Oklahoma City Bombing 20th Anniversary_1555687339155

FILE – In this May 5, 1995 file photo, a large group of search and rescue crew attends a memorial service in front of the Alfred P. Murrah Federal Building in Oklahoma City. The blast killed 168 people _ including 19 children _ injured hundreds more and caused hundreds of millions of dollars in damage […]

On this day 24 years ago, the worst domestic terrorist attack in American history took place in Oklahoma City.

At 9:02 a.m., a bomb placed in a Ryder truck by Timothy McVeigh exploded in front of the federal Murrah building. The blast destroyed one-third of the building and damaged 324 other structures within a 16-block radius.

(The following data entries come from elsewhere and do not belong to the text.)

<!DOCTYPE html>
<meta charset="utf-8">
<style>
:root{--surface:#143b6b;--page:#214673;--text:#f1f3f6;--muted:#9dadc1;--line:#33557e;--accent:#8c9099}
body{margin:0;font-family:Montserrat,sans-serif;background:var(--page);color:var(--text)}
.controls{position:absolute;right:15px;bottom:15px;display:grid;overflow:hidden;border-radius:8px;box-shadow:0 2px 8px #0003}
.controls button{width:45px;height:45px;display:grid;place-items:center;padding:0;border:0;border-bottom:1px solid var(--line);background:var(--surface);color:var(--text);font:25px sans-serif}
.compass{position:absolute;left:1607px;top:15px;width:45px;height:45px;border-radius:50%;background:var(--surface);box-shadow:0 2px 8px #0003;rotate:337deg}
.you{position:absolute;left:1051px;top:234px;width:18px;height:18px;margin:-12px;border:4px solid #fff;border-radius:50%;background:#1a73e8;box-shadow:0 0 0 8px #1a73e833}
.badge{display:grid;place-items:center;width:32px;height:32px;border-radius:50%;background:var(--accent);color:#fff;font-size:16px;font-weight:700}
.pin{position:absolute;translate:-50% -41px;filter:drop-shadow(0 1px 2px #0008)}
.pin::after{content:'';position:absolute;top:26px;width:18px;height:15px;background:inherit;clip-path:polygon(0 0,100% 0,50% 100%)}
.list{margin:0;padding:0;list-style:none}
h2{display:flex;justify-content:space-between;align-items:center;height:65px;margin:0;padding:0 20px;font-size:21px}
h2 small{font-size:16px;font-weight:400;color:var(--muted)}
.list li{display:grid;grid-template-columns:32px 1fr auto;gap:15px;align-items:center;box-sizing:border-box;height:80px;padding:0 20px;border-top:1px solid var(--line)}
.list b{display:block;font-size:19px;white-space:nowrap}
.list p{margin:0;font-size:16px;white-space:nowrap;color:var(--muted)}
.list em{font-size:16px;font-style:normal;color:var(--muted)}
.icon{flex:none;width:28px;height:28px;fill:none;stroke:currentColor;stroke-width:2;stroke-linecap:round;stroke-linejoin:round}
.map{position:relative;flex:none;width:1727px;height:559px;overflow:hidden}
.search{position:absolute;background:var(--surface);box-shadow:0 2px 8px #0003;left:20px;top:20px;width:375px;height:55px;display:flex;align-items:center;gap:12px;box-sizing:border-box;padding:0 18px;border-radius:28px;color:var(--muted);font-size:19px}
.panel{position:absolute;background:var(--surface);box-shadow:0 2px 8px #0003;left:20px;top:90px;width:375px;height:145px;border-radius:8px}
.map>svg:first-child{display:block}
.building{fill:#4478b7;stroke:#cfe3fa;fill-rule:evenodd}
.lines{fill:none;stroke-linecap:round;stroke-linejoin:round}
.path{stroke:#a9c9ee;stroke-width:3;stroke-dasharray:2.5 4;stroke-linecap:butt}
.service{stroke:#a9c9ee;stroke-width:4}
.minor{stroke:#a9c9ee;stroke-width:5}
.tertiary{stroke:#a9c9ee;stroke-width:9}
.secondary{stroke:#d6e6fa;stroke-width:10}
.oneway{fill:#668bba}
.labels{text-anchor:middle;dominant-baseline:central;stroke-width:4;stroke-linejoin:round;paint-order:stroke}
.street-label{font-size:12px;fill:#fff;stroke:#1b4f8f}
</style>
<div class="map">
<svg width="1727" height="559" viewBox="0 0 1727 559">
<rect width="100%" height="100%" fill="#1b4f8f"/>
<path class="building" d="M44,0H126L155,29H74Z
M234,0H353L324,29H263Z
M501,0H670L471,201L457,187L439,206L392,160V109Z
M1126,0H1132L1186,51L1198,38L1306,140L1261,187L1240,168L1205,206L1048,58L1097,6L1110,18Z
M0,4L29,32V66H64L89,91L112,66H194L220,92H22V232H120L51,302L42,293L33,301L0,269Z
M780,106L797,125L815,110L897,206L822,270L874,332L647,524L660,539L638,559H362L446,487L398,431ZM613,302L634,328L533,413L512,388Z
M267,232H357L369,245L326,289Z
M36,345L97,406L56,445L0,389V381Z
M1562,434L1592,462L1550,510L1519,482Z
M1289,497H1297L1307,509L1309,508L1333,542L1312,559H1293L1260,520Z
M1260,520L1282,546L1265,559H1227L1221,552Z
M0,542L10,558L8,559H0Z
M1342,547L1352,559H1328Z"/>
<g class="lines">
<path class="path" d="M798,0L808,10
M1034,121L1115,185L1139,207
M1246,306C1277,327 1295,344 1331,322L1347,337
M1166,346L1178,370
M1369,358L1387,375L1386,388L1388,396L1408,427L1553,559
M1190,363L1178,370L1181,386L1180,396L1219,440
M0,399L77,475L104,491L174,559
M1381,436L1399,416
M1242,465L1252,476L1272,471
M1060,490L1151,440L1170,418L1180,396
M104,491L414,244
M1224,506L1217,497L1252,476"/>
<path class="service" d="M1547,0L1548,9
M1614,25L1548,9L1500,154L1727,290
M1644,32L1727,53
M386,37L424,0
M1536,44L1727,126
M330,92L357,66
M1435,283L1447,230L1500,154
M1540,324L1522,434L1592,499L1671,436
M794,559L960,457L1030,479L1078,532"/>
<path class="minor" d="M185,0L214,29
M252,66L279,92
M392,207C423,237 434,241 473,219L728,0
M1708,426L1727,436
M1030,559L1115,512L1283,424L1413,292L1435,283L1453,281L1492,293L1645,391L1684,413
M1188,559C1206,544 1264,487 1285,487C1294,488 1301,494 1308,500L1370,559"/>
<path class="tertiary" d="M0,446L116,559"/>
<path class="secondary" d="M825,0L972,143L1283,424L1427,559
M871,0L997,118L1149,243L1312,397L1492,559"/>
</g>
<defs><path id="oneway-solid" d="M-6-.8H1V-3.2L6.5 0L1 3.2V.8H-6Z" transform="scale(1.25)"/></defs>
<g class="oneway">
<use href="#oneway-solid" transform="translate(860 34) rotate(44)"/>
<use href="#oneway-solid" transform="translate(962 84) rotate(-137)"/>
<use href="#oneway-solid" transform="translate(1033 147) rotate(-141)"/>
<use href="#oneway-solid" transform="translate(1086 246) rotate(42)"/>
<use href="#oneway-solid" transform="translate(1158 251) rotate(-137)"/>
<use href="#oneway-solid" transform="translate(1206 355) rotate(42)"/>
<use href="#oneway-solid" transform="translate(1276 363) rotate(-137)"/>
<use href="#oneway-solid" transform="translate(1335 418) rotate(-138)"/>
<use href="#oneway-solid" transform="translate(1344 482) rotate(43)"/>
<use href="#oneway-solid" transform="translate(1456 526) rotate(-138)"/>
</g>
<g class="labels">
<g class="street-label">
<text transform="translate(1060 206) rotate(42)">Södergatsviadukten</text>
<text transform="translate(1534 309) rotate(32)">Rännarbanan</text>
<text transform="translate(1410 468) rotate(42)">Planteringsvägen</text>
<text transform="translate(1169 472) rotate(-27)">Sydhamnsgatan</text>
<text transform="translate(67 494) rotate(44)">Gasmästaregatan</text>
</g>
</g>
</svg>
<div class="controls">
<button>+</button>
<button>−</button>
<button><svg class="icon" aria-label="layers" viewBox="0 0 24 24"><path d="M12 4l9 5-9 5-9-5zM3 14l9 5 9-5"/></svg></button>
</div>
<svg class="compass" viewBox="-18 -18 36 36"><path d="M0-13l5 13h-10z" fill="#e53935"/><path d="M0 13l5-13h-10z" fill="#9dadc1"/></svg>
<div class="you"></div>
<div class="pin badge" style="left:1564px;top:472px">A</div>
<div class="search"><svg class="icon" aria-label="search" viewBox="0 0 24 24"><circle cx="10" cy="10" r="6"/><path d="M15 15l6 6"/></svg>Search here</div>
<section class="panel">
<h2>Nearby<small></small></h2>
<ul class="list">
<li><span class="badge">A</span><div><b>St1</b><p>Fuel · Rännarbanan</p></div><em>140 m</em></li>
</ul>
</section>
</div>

The explosion killed 168 people, including 19 children, and injured another 600. It was so powerful that it registered as a 3.0 on the Richter scale.

It was the deadliest terrorist attack in the country’s history until the 9/11 attacks. 

McVeigh was arrested 90 minutes after the attack on an unrelated traffic violation. It took the police just a couple of days to connect him to the bombing. His accomplice Terry Nichols was also arrested soon after the attack.

It came out in the trial that McVeigh’s motivations stemmed from a deep hatred of the federal government that developed while he was enlisted in the U.S. Army.

His hatred was further deepened by the Waco standoff just a couple of years before. He made sure that his bombing occurred on the two-year anniversary of the fiery end to the standoff. 

He wanted revenge by bombing a significant spot of federal government operations. 

McVeigh was tried in federal court and found guilty on 11 charges of murder and conspiracy. He was sentenced to death.

He was later convicted in a separate state trial.

McVeigh was executed on June 11, 2001, at Terre Haute Correctional Complex in Terre Haute, Indiana. He was the first federal execution in nearly 40 years.